• [THE PROBLEM] Your task is to find every line in the records that holds the string "moveTo" and copy it.

· · · ·

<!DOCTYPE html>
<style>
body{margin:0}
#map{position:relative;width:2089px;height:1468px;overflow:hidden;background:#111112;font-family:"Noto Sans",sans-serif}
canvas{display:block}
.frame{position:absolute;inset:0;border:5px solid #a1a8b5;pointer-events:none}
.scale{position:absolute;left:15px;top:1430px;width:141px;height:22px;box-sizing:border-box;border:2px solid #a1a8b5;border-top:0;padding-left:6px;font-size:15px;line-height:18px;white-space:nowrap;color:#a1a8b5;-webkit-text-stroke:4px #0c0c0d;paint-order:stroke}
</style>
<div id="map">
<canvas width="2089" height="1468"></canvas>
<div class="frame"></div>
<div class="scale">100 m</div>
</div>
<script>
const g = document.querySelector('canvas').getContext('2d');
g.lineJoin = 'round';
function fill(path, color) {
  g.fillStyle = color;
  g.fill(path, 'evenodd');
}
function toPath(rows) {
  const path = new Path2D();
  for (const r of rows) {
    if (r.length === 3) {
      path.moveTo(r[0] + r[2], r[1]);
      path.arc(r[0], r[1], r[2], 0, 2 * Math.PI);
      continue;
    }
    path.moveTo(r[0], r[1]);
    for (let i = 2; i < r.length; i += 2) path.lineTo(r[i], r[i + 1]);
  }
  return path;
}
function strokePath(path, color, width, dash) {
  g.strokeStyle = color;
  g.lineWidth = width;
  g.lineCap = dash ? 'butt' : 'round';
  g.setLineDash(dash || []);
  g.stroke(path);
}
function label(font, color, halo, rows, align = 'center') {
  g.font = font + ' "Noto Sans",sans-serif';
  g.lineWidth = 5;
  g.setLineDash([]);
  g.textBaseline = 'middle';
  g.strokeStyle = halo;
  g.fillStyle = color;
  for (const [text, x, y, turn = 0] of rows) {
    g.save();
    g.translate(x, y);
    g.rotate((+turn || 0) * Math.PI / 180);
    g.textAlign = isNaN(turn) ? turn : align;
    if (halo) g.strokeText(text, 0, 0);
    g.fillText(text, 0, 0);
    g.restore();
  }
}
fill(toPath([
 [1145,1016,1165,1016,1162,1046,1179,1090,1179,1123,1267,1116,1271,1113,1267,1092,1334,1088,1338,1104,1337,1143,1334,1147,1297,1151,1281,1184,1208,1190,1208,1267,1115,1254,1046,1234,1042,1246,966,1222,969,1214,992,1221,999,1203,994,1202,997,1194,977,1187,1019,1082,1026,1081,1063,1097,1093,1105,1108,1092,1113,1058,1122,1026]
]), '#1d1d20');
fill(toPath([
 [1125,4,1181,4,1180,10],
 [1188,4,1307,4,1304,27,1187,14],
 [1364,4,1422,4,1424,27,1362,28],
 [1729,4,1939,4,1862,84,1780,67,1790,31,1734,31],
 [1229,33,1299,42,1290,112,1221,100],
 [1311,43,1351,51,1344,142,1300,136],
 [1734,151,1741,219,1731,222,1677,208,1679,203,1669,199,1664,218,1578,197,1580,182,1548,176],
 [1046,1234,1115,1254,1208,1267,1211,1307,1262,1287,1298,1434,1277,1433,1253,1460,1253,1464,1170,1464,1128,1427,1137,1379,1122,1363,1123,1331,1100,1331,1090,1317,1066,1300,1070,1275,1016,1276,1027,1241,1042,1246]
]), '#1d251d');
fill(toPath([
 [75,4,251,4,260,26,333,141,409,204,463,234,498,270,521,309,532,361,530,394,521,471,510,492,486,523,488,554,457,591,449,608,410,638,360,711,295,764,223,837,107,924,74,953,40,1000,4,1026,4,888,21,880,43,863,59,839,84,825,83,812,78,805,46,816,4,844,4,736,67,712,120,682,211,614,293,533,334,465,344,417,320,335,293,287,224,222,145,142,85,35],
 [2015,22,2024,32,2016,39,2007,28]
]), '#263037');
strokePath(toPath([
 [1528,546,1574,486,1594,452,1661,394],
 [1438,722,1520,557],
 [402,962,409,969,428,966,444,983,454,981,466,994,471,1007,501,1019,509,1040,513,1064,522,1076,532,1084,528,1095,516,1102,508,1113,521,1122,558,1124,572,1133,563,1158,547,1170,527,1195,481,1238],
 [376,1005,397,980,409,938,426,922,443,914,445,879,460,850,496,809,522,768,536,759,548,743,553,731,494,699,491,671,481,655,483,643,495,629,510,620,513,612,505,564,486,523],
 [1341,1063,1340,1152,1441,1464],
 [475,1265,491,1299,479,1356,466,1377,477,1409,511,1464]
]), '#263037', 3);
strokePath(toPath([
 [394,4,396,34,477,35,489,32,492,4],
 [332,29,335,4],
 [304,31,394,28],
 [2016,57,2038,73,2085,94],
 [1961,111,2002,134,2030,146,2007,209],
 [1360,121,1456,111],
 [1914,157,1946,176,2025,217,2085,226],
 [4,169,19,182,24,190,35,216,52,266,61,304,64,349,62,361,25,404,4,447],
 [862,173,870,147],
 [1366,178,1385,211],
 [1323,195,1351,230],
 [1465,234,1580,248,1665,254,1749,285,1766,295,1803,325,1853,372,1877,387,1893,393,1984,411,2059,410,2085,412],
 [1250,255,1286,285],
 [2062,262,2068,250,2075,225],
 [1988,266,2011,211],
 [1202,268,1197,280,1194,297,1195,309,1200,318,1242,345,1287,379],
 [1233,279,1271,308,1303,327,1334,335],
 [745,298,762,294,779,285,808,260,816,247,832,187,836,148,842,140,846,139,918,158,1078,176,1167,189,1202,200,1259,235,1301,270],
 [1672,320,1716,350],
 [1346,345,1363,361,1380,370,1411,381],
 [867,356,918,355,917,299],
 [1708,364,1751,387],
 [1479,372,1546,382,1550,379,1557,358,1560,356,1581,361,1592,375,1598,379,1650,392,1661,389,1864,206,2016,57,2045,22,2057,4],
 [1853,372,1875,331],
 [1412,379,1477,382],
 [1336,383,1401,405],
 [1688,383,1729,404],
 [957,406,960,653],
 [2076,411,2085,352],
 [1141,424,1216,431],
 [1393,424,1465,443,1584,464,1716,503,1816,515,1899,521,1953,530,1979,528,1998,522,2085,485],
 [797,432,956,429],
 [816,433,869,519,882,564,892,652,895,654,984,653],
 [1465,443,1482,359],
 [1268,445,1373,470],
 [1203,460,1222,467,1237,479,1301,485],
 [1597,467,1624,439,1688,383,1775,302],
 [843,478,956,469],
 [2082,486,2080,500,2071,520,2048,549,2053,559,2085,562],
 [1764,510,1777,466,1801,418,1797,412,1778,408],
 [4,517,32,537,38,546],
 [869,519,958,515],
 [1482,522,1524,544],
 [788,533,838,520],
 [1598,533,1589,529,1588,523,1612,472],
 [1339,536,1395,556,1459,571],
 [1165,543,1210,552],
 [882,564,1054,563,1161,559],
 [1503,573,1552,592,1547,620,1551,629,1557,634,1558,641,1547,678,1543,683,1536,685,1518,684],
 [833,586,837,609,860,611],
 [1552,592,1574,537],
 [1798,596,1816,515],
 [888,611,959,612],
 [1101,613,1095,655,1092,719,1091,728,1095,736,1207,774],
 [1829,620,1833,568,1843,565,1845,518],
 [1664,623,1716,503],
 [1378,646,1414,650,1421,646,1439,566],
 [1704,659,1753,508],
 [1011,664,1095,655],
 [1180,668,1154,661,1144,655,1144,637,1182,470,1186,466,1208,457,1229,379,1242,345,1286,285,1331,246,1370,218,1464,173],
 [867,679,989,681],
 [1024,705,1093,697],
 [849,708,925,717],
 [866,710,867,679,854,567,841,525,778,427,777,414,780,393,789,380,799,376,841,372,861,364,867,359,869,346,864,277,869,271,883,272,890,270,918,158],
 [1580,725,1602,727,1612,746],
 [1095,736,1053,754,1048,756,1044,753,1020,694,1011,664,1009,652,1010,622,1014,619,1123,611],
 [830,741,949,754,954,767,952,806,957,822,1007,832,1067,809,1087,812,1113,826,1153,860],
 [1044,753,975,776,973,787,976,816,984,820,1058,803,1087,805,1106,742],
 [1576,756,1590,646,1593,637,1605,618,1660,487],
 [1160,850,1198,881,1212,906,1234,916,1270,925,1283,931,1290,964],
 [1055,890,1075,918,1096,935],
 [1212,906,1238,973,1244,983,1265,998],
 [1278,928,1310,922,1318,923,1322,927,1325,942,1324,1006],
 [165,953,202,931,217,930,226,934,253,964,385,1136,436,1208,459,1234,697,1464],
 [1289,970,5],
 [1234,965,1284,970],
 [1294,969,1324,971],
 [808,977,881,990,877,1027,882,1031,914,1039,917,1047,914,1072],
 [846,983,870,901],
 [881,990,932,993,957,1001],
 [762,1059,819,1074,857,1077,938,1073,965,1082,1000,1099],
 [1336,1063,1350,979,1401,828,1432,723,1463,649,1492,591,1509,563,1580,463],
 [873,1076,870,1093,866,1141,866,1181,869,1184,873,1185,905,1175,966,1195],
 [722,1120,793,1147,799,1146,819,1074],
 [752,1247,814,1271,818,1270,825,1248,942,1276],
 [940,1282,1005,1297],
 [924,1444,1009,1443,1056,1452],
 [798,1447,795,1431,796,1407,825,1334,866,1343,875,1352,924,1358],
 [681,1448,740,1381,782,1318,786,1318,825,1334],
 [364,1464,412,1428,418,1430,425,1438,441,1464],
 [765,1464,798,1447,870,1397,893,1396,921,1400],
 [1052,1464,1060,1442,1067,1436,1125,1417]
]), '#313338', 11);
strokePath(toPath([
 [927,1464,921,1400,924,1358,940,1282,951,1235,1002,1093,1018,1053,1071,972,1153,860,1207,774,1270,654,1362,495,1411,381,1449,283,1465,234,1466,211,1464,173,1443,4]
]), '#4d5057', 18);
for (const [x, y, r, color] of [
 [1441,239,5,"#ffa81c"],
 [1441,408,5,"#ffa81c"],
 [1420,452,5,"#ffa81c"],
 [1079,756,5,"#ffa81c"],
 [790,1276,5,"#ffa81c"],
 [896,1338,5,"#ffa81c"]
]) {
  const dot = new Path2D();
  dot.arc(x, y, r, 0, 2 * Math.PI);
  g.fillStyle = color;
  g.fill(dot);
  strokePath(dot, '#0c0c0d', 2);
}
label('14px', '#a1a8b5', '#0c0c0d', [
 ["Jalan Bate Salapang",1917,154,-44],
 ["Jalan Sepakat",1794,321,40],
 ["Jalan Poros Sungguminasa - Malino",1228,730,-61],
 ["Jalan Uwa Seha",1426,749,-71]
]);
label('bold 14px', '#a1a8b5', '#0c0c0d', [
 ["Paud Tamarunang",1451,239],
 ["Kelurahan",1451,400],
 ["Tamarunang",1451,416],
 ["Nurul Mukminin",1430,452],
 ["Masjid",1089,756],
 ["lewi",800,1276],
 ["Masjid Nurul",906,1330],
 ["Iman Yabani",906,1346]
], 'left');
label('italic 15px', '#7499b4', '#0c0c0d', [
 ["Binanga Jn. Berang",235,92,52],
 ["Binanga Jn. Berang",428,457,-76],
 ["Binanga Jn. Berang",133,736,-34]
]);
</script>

· · · ·

• [TASK SOLUTION]
      path.moveTo(r[0] + r[2], r[1]);
    path.moveTo(r[0], r[1]);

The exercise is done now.